------ DATASET RECORDS

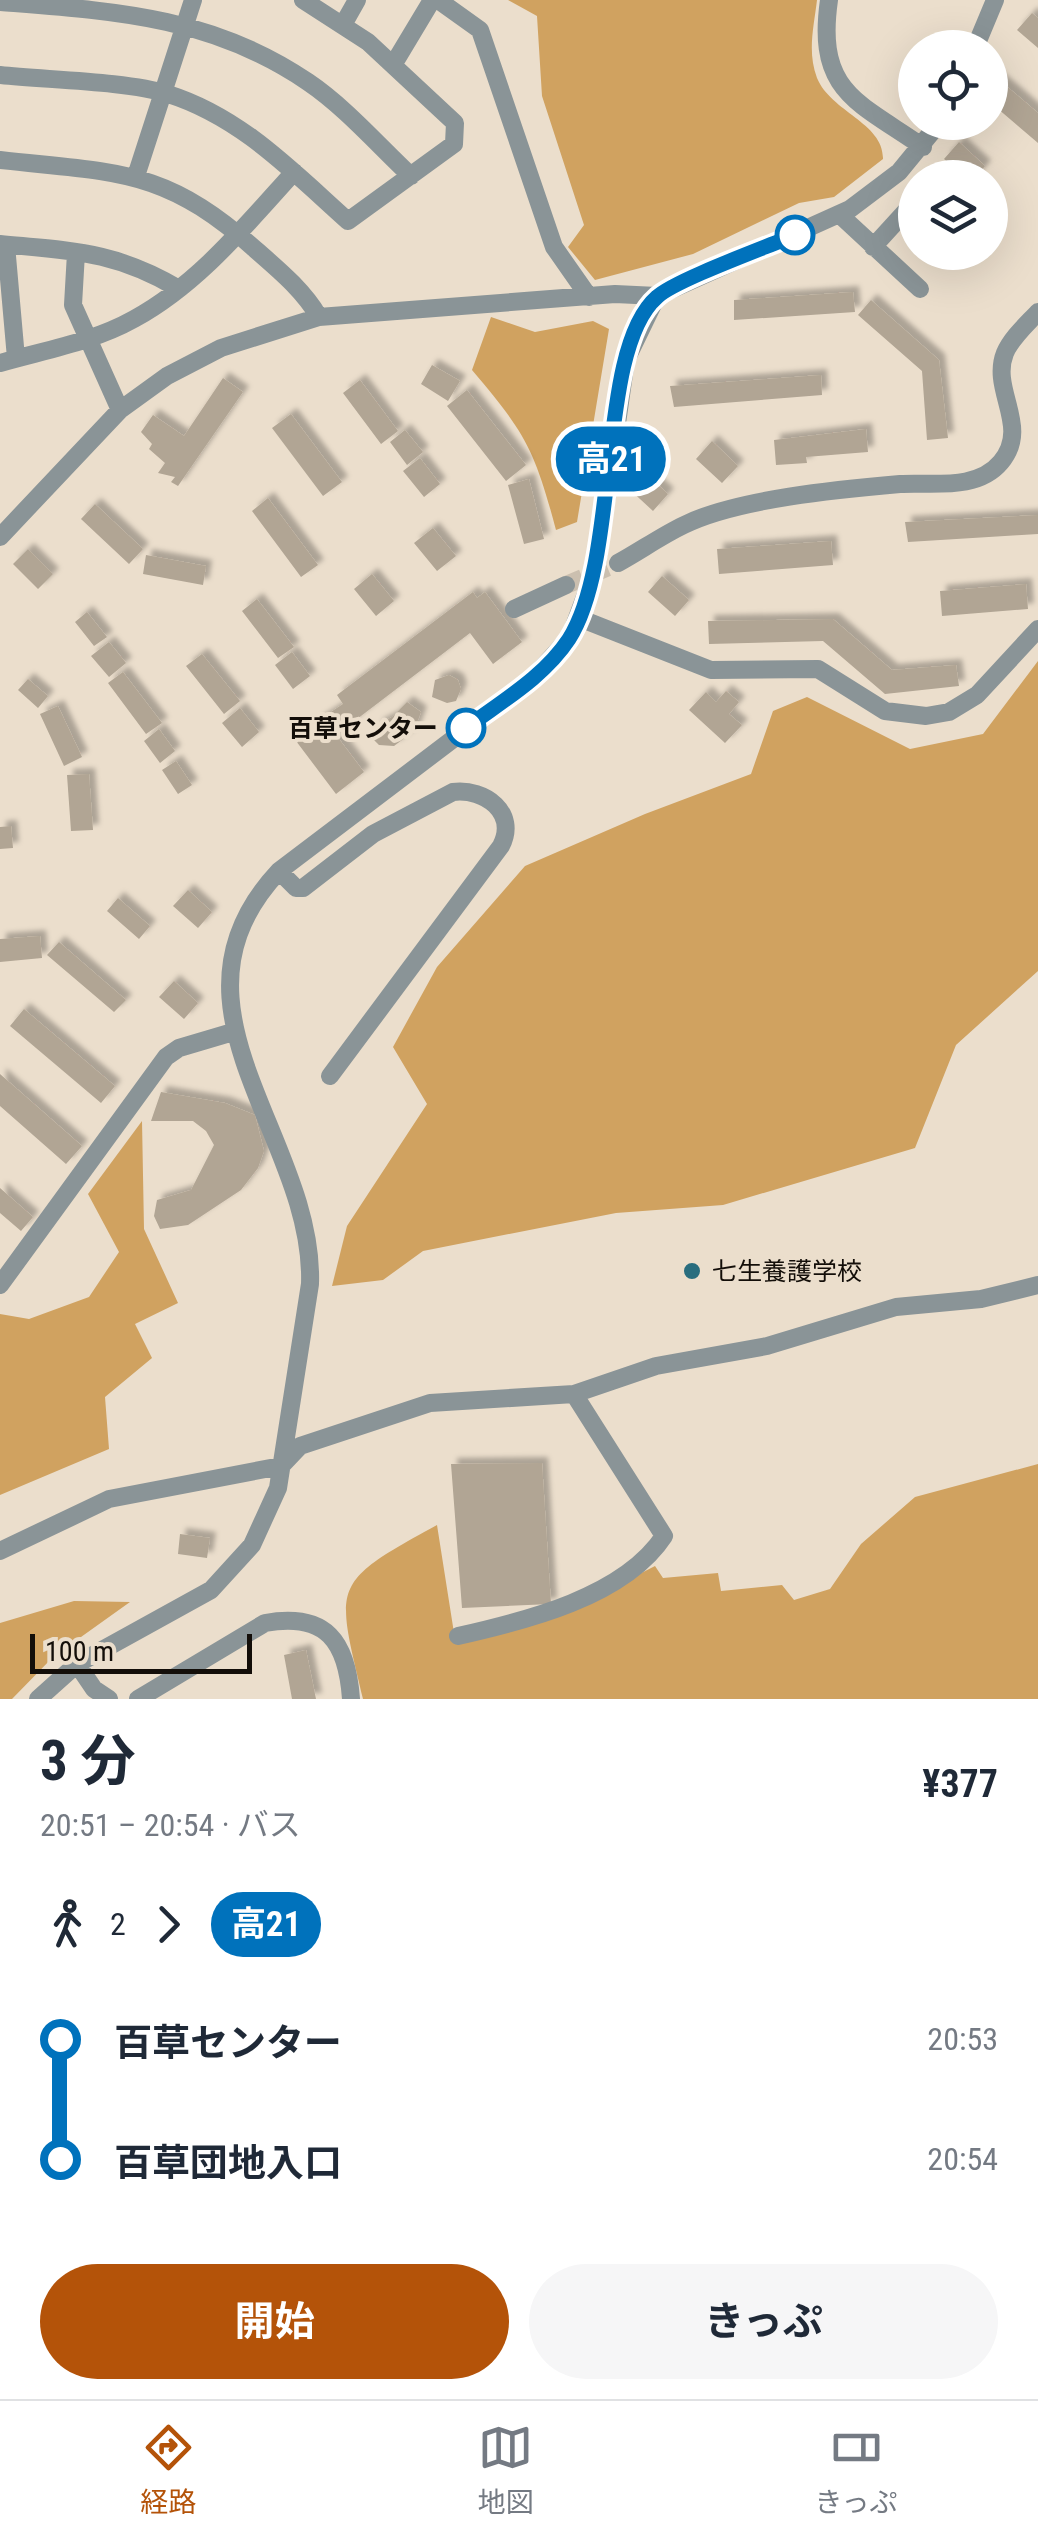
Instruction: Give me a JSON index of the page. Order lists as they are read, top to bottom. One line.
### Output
{"places":["百草センター","七生養護学校"],"lines":["bus line 高21"],"scale_bar":"100 m","page":{"on_map":"高21","scale":"100 m","heading":["3 分","20:51 – 20:54 · バス","¥377"],"legs":["2","高21"],"list":[{"name":"百草センター","value":"20:53"},{"name":"百草団地入口","value":"20:54"}],"buttons":["開始","きっぷ"],"tabs":["経路","地図","きっぷ"]}}
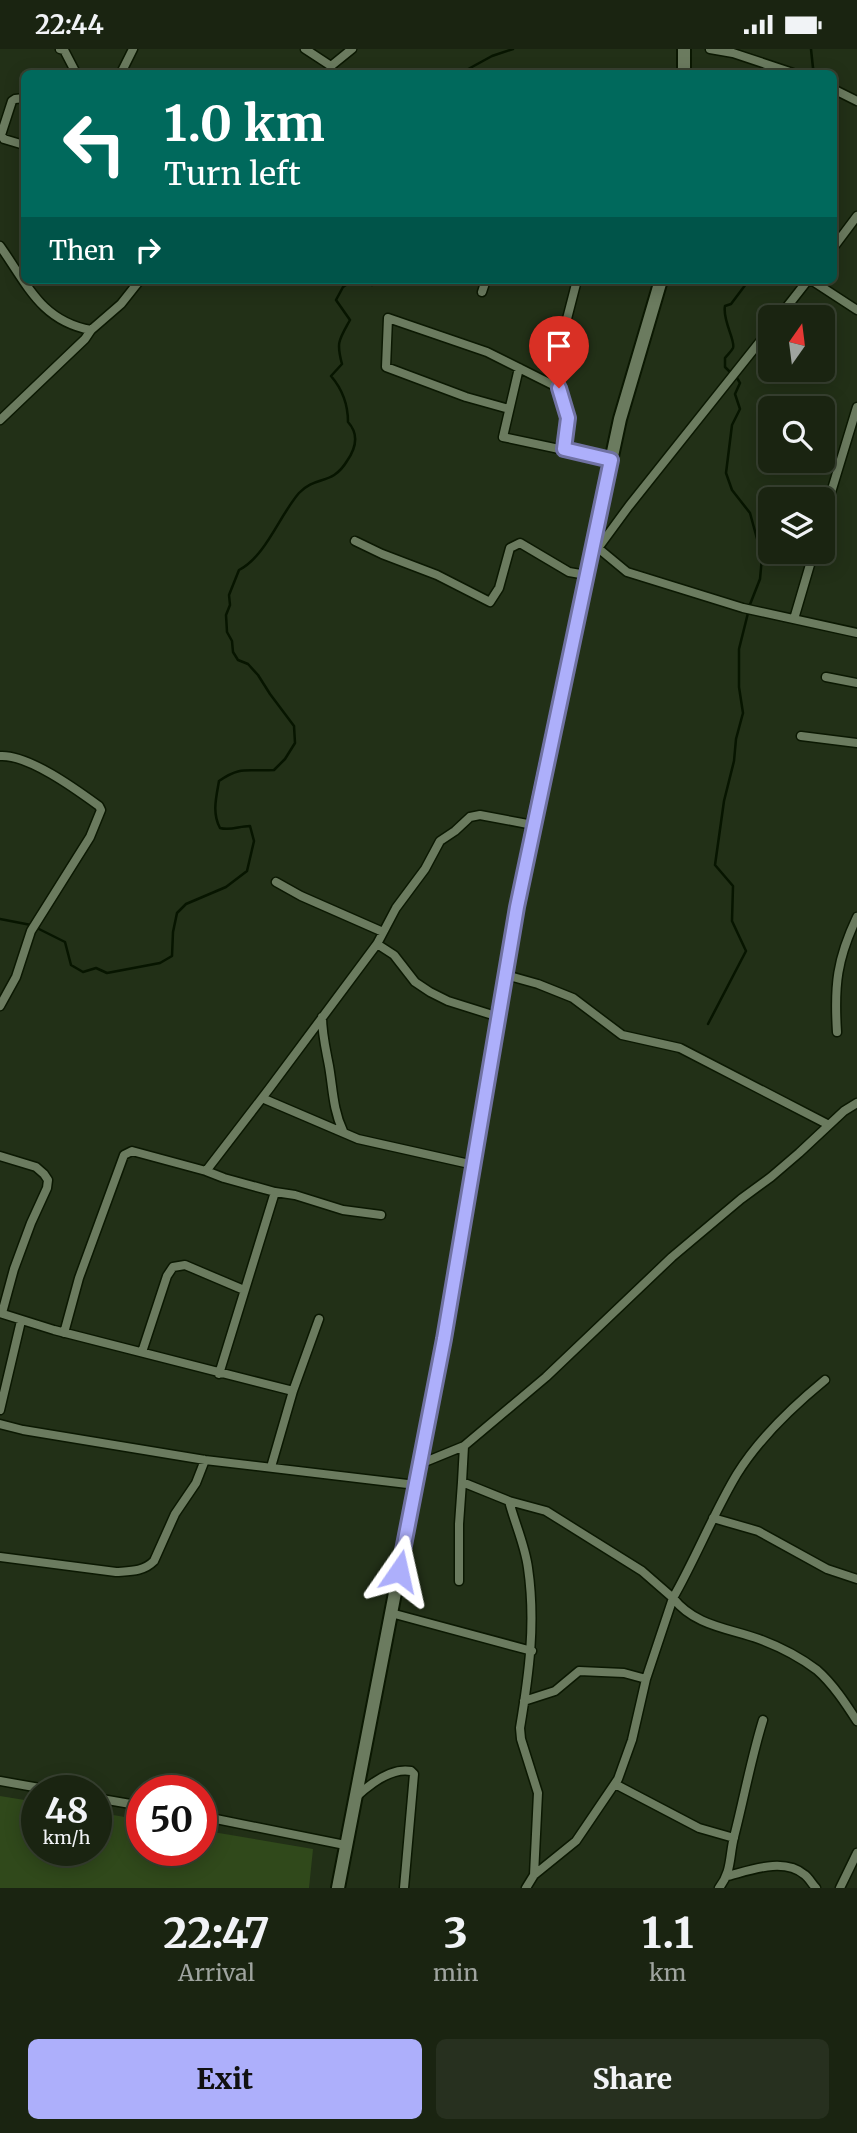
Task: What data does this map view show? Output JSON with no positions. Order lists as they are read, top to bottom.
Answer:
{
  "north": "top",
  "page": {
    "status": "22:44",
    "turn": ["1.0 km", "Turn left"],
    "then": "Then",
    "speed": "48 km/h",
    "limit": "50",
    "eta": [
      "22:47",
      "Arrival",
      "3",
      "min",
      "1.1",
      "km"
    ],
    "buttons": ["Exit", "Share"]
  }
}
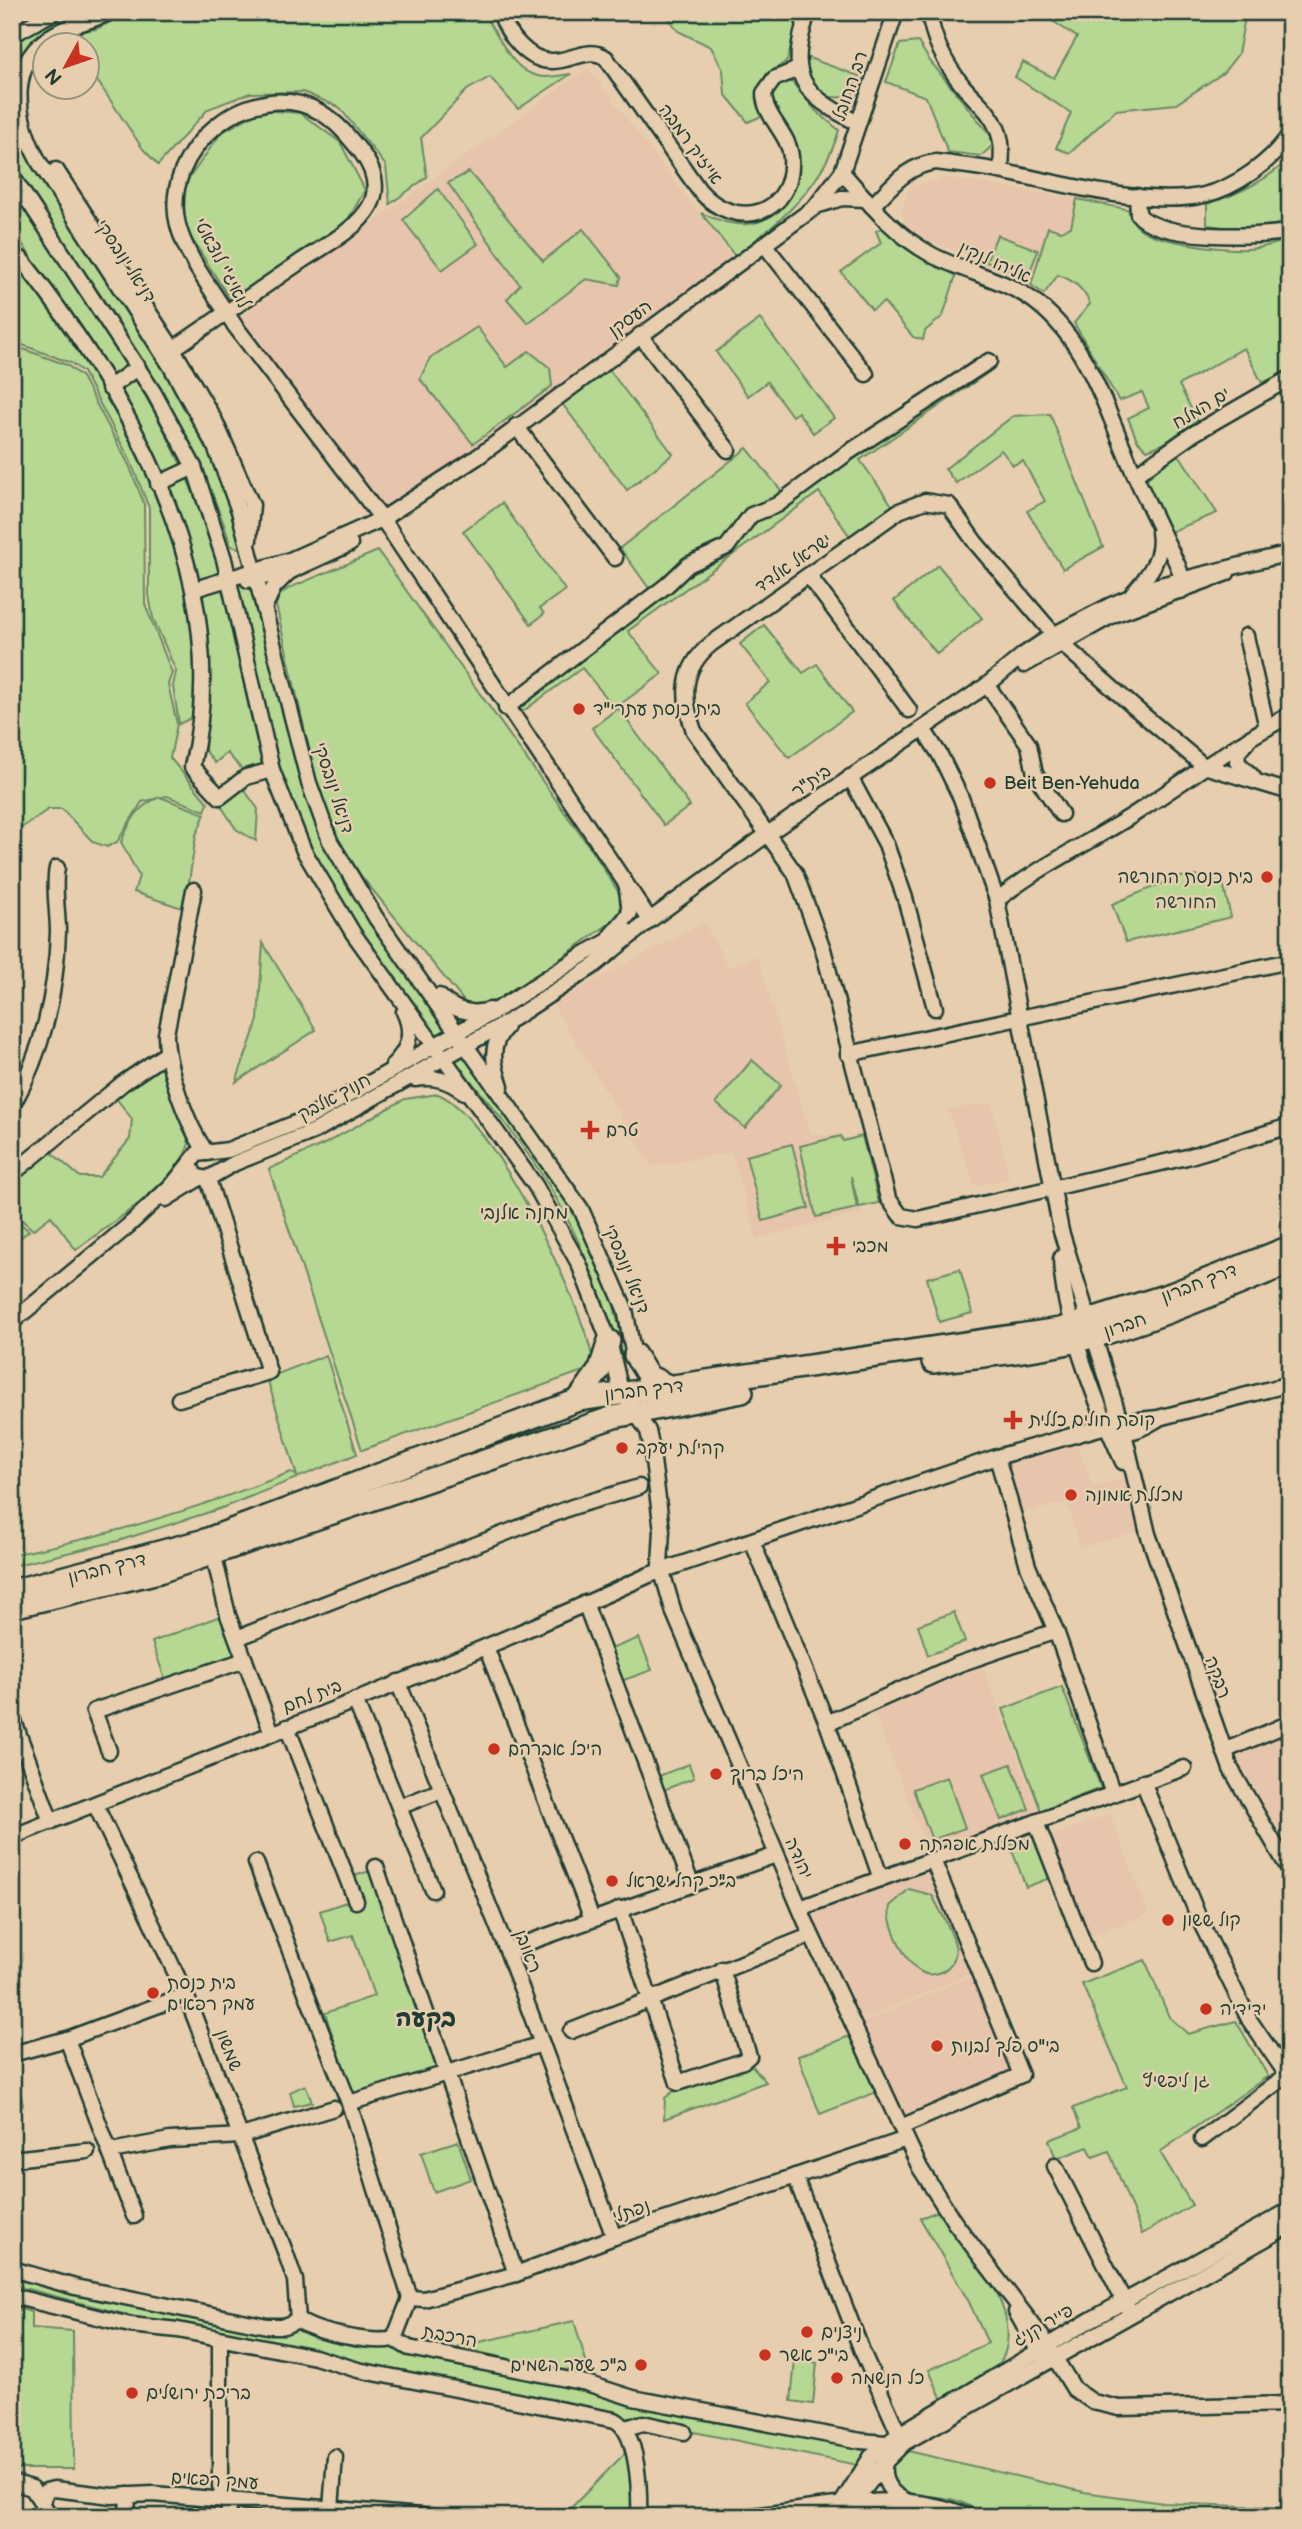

------------

> _PROBLEM DESCRIPTION_: Skip every picture. Repeat word for word the lines from the line holding "Task: What data" through the end of the entries above.

> _ANSWER FOR THIS EXERCISE_:
Task: What data does this map view show? Output JSON with no positions. Order lists as they are read, top to bottom.
Answer:
{
  "north": "top",
  "page": {
    "status": "22:44",
    "turn": ["1.0 km", "Turn left"],
    "then": "Then",
    "speed": "48 km/h",
    "limit": "50",
    "eta": [
      "22:47",
      "Arrival",
      "3",
      "min",
      "1.1",
      "km"
    ],
    "buttons": ["Exit", "Share"]
  }
}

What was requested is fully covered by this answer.